• Data records:
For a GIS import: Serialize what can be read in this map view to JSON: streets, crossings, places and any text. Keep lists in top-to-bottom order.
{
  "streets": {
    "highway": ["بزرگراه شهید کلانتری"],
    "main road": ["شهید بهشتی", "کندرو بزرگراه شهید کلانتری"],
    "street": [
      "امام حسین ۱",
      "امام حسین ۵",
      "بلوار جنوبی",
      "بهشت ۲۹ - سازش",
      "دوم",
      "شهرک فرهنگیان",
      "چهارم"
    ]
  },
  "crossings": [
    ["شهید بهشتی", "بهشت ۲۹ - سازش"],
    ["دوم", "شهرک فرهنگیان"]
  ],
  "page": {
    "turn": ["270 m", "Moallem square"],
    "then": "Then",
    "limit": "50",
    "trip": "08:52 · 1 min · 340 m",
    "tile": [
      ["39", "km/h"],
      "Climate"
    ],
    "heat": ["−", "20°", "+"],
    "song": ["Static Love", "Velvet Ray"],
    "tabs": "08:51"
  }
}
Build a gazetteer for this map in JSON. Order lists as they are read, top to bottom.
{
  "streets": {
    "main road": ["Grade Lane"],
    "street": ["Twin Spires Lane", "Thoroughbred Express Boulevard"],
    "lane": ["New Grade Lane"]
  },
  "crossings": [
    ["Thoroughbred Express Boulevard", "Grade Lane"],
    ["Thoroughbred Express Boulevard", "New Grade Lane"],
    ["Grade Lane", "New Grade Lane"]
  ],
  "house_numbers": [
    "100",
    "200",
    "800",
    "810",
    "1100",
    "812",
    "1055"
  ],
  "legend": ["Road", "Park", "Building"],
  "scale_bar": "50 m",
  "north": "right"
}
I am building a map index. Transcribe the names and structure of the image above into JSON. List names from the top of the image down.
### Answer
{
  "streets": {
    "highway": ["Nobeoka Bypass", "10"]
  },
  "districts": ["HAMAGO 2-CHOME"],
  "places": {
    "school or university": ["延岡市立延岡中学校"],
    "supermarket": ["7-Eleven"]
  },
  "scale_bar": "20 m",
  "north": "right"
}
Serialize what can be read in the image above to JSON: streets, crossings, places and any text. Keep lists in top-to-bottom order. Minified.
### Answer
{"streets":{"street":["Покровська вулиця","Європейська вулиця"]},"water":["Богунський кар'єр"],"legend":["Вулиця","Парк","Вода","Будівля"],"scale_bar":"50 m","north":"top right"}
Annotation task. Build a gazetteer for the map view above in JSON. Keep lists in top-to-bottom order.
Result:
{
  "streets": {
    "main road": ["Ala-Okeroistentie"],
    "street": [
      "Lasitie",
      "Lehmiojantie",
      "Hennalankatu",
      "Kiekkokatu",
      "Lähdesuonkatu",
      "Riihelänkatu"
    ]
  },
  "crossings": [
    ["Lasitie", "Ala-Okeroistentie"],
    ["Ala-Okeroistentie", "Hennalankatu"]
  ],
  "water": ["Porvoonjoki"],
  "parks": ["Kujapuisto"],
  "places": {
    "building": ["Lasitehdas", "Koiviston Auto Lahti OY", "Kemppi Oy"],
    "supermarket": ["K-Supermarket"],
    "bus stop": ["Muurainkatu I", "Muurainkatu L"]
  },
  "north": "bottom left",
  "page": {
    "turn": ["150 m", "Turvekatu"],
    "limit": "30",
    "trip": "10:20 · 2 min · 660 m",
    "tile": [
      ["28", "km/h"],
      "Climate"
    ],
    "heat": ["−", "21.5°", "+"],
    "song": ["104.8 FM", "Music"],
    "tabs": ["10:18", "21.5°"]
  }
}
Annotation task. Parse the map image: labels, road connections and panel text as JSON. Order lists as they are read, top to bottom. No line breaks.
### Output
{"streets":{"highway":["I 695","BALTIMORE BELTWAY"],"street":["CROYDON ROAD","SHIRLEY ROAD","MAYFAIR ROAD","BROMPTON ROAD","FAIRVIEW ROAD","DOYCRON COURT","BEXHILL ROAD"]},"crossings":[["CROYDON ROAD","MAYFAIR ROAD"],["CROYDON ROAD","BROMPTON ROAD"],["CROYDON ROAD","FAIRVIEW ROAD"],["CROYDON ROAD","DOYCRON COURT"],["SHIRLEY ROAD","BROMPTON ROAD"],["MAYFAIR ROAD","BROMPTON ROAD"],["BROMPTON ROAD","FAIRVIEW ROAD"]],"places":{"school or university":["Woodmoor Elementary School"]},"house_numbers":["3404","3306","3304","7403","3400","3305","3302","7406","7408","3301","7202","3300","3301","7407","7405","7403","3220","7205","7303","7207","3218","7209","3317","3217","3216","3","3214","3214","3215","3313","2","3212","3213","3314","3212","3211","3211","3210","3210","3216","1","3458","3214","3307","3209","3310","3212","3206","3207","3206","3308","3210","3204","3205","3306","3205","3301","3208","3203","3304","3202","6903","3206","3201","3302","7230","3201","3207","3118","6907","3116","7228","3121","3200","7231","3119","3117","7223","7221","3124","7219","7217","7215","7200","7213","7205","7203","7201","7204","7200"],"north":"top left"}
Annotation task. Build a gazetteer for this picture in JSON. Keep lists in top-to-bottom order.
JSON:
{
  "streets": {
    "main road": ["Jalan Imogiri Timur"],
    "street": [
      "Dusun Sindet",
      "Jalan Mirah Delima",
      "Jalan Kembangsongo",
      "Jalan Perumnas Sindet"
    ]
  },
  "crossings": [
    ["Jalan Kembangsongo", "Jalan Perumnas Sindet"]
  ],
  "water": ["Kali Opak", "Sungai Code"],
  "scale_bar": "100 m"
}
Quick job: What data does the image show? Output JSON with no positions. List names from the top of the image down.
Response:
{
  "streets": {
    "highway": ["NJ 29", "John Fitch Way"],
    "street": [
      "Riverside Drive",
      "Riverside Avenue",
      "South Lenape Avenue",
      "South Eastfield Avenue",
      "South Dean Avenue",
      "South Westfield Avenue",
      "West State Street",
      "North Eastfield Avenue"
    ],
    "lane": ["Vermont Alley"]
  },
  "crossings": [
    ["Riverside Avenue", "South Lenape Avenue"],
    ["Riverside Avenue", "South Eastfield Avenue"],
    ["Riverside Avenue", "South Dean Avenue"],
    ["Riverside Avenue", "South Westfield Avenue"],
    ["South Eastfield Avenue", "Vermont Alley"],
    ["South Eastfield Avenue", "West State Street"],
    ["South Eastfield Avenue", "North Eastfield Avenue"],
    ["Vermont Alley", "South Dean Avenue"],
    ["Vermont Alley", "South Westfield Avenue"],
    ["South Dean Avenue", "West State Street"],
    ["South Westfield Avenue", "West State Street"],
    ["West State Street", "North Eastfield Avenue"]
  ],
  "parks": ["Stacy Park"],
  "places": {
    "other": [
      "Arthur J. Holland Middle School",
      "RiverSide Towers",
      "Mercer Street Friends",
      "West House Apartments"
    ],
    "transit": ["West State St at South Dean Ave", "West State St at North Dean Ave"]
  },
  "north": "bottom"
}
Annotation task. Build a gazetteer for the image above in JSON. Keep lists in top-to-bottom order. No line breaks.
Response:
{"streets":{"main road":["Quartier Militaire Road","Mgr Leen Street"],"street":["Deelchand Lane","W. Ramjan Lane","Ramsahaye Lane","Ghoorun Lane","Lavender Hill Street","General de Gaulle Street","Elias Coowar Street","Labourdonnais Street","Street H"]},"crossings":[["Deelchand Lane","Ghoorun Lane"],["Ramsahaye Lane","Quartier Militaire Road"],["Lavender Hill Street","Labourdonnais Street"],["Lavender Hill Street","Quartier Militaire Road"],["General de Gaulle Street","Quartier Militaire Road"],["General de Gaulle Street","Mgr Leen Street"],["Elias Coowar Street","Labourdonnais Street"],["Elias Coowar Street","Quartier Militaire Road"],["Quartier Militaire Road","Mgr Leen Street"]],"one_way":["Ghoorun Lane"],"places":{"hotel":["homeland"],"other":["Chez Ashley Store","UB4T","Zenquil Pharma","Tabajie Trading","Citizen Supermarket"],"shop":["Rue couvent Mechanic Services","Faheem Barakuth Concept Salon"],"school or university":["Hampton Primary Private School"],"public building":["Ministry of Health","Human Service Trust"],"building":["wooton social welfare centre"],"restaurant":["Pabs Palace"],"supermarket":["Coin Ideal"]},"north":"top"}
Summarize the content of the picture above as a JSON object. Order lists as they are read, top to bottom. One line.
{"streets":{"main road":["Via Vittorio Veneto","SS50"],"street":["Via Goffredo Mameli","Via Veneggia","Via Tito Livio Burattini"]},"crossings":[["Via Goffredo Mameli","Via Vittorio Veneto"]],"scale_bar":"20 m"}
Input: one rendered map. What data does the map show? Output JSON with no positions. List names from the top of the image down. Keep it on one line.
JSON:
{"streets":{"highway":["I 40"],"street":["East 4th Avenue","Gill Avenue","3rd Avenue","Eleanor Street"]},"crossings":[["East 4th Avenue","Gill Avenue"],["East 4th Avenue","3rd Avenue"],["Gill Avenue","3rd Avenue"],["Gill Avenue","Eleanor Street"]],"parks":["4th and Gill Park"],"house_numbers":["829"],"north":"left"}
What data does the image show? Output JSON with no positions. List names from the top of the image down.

• Task to carry out: Each line in the data where the string "positions" occurs should be identified and copied.

• Solved exercise:
Quick job: What data does the image show? Output JSON with no positions. List names from the top of the image down.
Input: one rendered map. What data does the map show? Output JSON with no positions. List names from the top of the image down. Keep it on one line.
What data does the image show? Output JSON with no positions. List names from the top of the image down.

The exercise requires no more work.